** DATASET ENTRIES **

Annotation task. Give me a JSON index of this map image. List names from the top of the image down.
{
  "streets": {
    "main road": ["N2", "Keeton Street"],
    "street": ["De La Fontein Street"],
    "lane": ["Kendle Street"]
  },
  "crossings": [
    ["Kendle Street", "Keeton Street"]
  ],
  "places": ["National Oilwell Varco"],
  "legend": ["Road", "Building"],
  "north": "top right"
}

** AIM OF THE TASK **
All of the records above should be copied exactly.

** TASK SOLUTION **
Annotation task. Give me a JSON index of this map image. List names from the top of the image down.
{
  "streets": {
    "main road": ["N2", "Keeton Street"],
    "street": ["De La Fontein Street"],
    "lane": ["Kendle Street"]
  },
  "crossings": [
    ["Kendle Street", "Keeton Street"]
  ],
  "places": ["National Oilwell Varco"],
  "legend": ["Road", "Building"],
  "north": "top right"
}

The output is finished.